If you’re a sysop in a small to medium business the need for a product such as Service Manager might seem like overkill. In smaller shops a simple system for tracking help desk tickets and assigning them to different technicians, along with an Excel spread sheet to track assets and information is usually deemed sufficient.

System Center Service Manager 2012

System Center Service Manager 2012

In larger business however the need for a more integrated IT service management system, built on the foundations of IT Infrastructure Library (ITIL) or Microsoft Operations Framework (MOF), is necessary. These two frameworks provide best practices for how IT should design, test, deliver and operate IT services for the business. SCSM has built in processes for problem and incident management, change management, service request fulfillment, release management, configuration management and service level management.

The key to understanding SCSM is in the configuration management database (CMDB), the single central location for ALL IT asset information of the whole business. But the CMDB is much more than just an asset register, it contains a lot more information about each object or configuration items (CI) and more importantly it also keeps tracks of the relationship between each CI. This last piece is crucial; in a smaller environment the way switches, routers, IP subnets, VLANs, databases, applications servers, client applications etc. are connected is usually stored in IT administrators heads or hopefully in documentation. This doesn’t scale very well in larger businesses, hence the need for one, central location to store all this data.

Service Manager 2012 installation

You’ll need at least two VMs to try this out in a lab (one for the Service Manager server, one for the Data Warehouse Management server), both need to be running Windows Server 2008 R2 SP1 Standard or Enterprise, Microsoft .NET Framework 3.5 with SP1, ADO.NET Data Services Update for .NET Framework 3.5 SP1 (only on the Service Manager server), PowerShell 2.0 and the SQL Server 2008 R2 Native Client. Both servers need to run a 64 bit version of either Standard or Enterprise SQL Server 2008 SP1 or SP2, or 2008 R2 / R2 SP1 along with SQL Server Reporting Services (SSRS). The databases need to have the same collation settings and if you’re supporting languages other than English you need to take special care in selecting the right collation. It’s OK to leave the default SQL collation as long as you don’t need to support other languages than English.

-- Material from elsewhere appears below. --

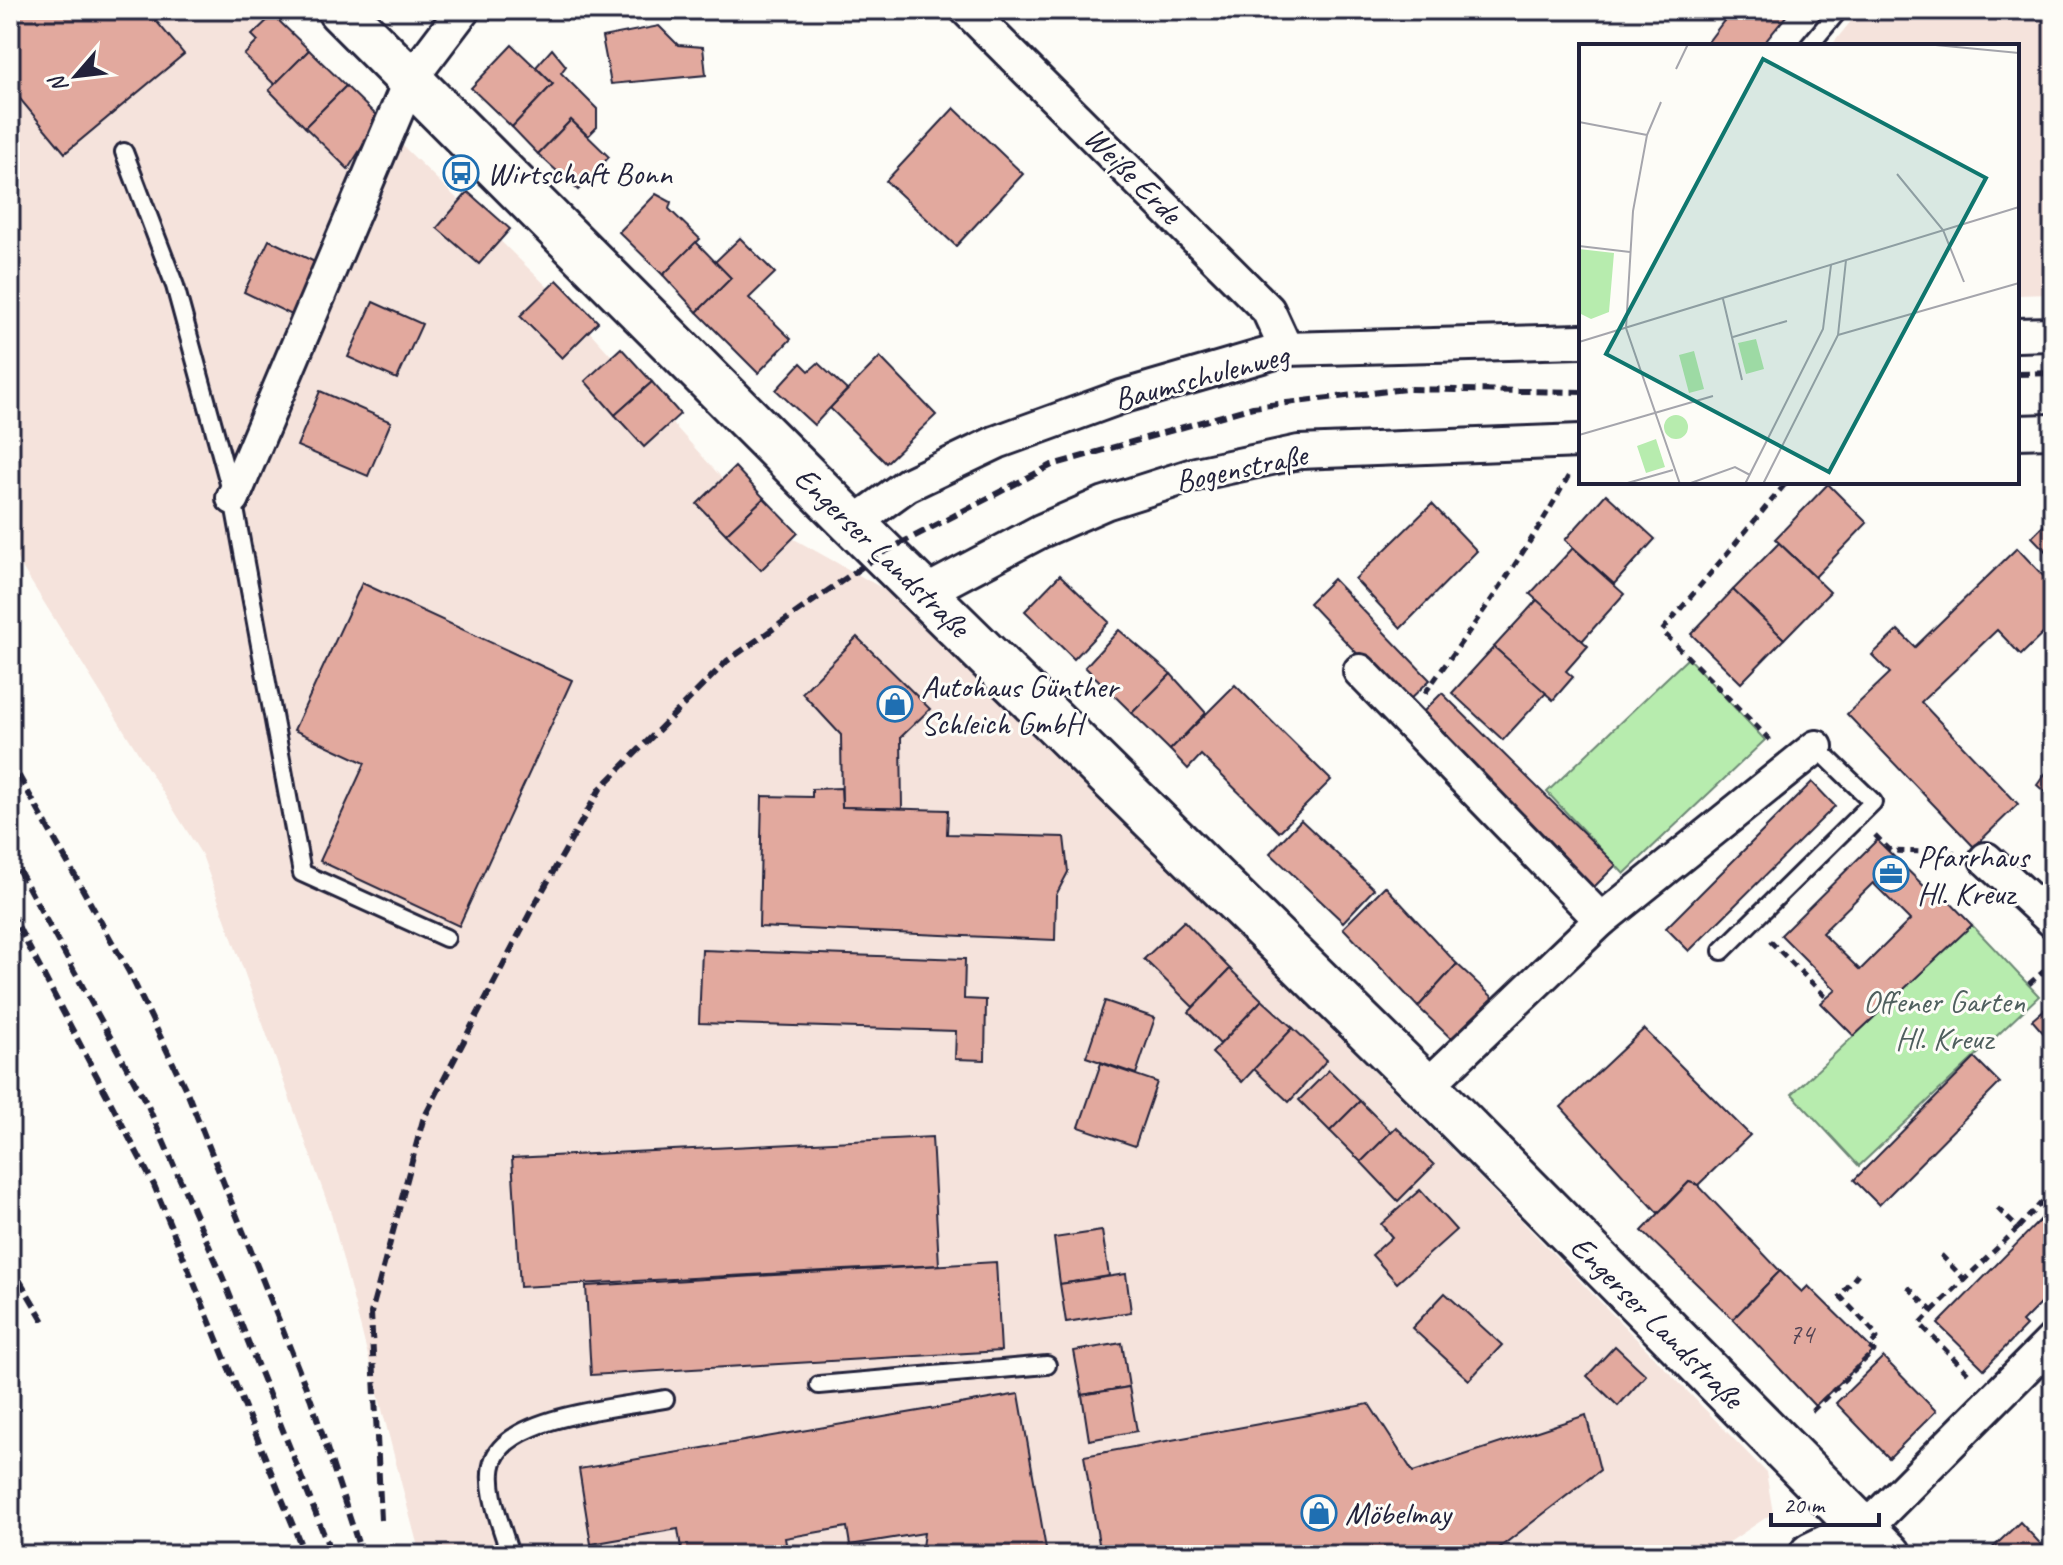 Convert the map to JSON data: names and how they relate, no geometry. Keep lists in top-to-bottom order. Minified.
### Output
{"streets":{"main road":["Engerser Landstraße"],"street":["Weiße Erde","Baumschulenweg","Bogenstraße"]},"crossings":[["Weiße Erde","Baumschulenweg"],["Baumschulenweg","Engerser Landstraße"],["Bogenstraße","Engerser Landstraße"]],"parks":["Offener Garten Hl. Kreuz"],"places":{"bus stop":["Wirtschaft Bonn"],"shop":["Autohaus Günther Schleich GmbH","Möbelmay"],"office":["Pfarrhaus Hl. Kreuz"]},"house_numbers":["74"],"scale_bar":"20 m","north":"bottom left"}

Service Manager has discovered the use of an unsupported SQL collation

Service Manager has discovered the use of an unsupported SQL collation.

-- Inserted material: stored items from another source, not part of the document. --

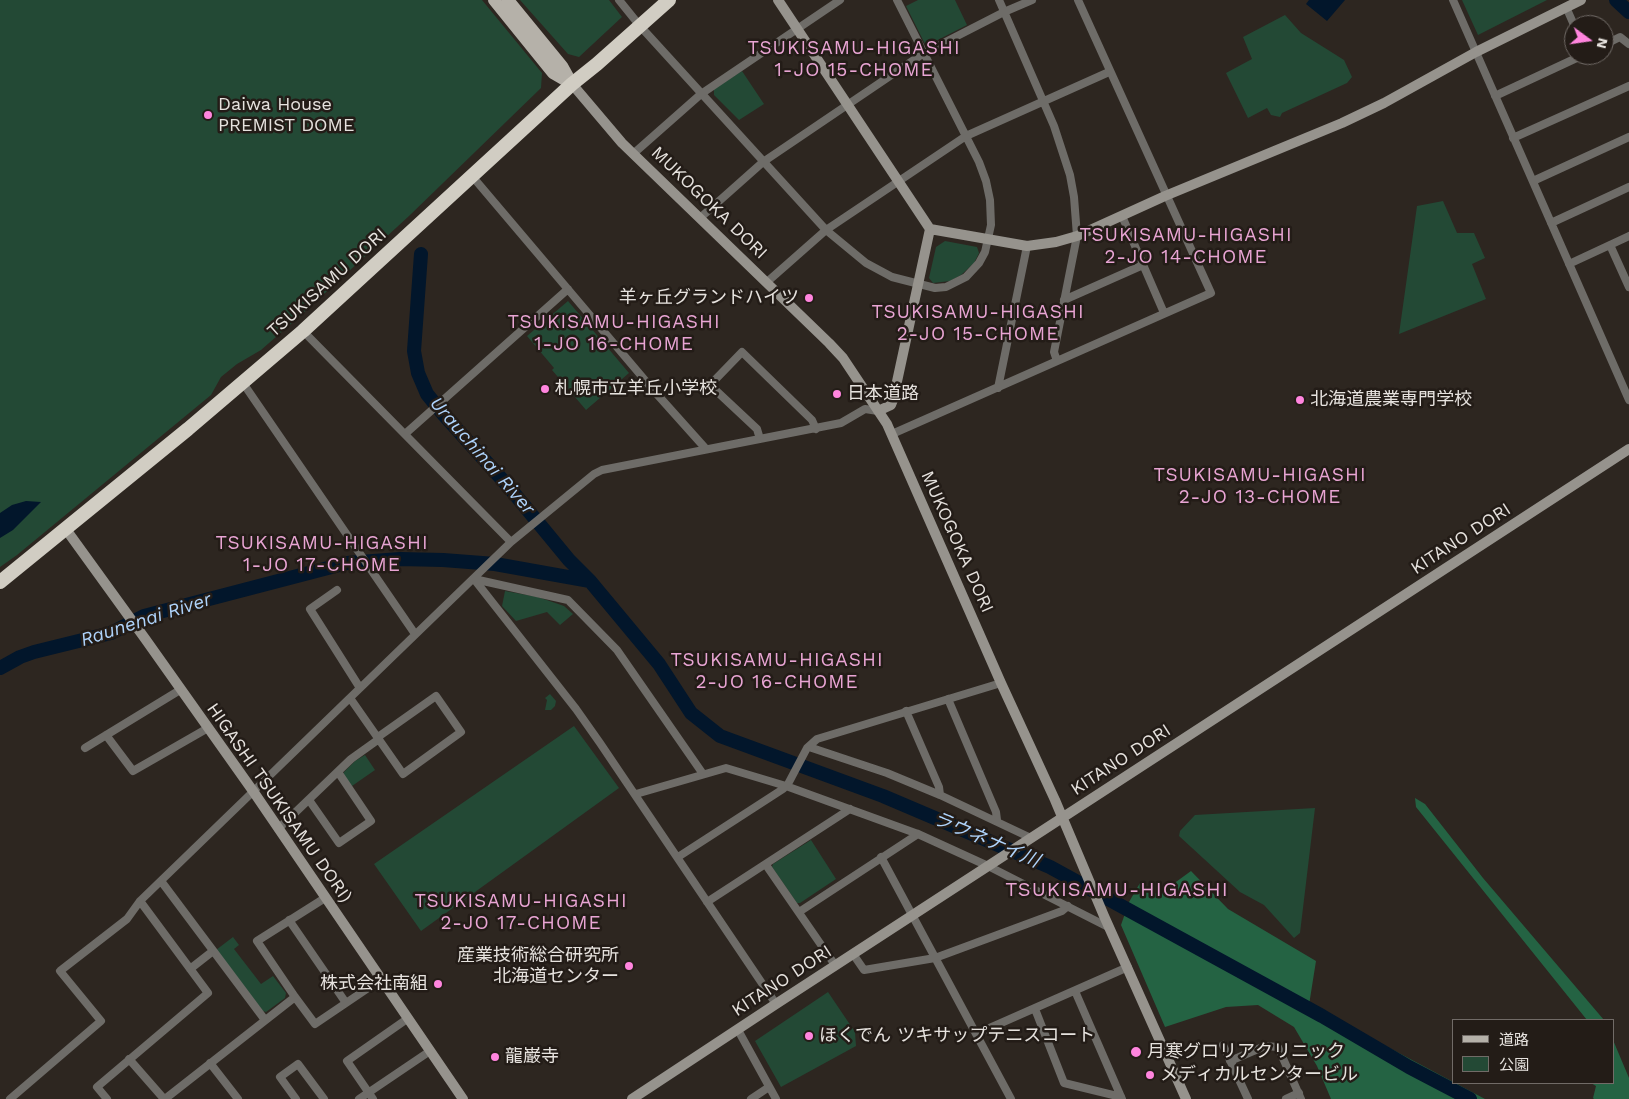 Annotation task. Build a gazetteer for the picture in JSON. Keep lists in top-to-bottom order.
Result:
{
  "streets": {
    "highway": ["TSUKISAMU DORI"],
    "street": ["MUKOGOKA DORI", "KITANO DORI", "HIGASHI TSUKISAMU DORI)"]
  },
  "crossings": [
    ["MUKOGOKA DORI", "TSUKISAMU DORI"],
    ["MUKOGOKA DORI", "KITANO DORI"],
    ["TSUKISAMU DORI", "HIGASHI TSUKISAMU DORI)"]
  ],
  "districts": [
    "TSUKISAMU-HIGASHI 1-JO 15-CHOME",
    "TSUKISAMU-HIGASHI 2-JO 14-CHOME",
    "TSUKISAMU-HIGASHI 2-JO 15-CHOME",
    "TSUKISAMU-HIGASHI 1-JO 16-CHOME",
    "TSUKISAMU-HIGASHI 2-JO 13-CHOME",
    "TSUKISAMU-HIGASHI 1-JO 17-CHOME",
    "TSUKISAMU-HIGASHI 2-JO 16-CHOME",
    "TSUKISAMU-HIGASHI",
    "TSUKISAMU-HIGASHI 2-JO 17-CHOME"
  ],
  "water": ["Urauchinai River", "Raunenai River", "ラウネナイ川"],
  "places": [
    "Daiwa House PREMIST DOME",
    "羊ヶ丘グランドハイツ",
    "札幌市立羊丘小学校",
    "日本道路",
    "北海道農業専門学校",
    "産業技術総合研究所 北海道センター",
    "株式会社南組",
    "ほくでん ツキサップテニスコート",
    "月寒グロリアクリニック",
    "龍巌寺",
    "メディカルセンタービル"
  ],
  "legend": ["道路", "公園"],
  "north": "right"
}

In a real world implementation the hardware requirements are quite serious, the Service Manager Database server and the Data Warehouse Database server each needs 8 GB of memory for 20,000 users, 32 GB for 50,000 users; the Service Manager server and the Data Warehouse Management server each needs a quad core with 8 GB of memory. Even for the Service Manager console the recommendation is a machine with 4 GB of memory. Note that if you run the two servers in Hyper-V and have set up default dynamic memory (512 MB to 64 GB) these VMs can eat up a LOT of memory even with only a small amount of data, in my case up to 10 GB per server in certain periods of processing.

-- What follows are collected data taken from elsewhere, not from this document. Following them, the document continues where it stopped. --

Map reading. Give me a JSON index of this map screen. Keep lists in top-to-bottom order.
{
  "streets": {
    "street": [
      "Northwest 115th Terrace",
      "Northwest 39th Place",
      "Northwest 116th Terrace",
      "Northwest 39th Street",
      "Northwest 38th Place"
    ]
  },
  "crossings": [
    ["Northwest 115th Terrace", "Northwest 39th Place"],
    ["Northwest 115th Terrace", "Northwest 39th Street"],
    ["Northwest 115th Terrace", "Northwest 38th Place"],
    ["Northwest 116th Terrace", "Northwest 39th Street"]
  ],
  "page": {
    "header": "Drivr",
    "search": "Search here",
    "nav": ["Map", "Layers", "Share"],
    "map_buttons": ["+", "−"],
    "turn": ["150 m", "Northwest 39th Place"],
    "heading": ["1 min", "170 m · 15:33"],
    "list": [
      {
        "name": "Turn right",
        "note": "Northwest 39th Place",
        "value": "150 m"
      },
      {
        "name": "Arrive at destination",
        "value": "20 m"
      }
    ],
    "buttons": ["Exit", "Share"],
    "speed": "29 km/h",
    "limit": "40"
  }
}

The installation experience is fairly smooth on both servers as long as you have all needed bits in place, the prerequisites checker will warn you otherwise. If you want to try out the self-service portal you also need SharePoint 2010 Foundation running, followed by the installation from the SCSM media of the web content server and the SP Web parts.

The second part of this six part overview of System Center 2012 Service Manager will dive into the different components and terms along with some scaling hints for larger environments.

3 Comments
  1. Avatar
    Raj 12 years ago

    Anticipating for the next part of this installation..

  2. Avatar
    Jason 11 years ago

    I work as a Systems Administrator, IT generalist. I recently took a job at a company that likes to stay on the cutting edge as far as Microsoft is concerned. Thay have put me in charge of the Service Manager portion of our new System Center 2012 deployment. I HAVE NO IDEA what I’m doing, as I have never used SCSM or any of the other products for that matter. Guess I’m looking for a little advice as I’m in over my head. Can this be accomplished or is a more specialized resource needed?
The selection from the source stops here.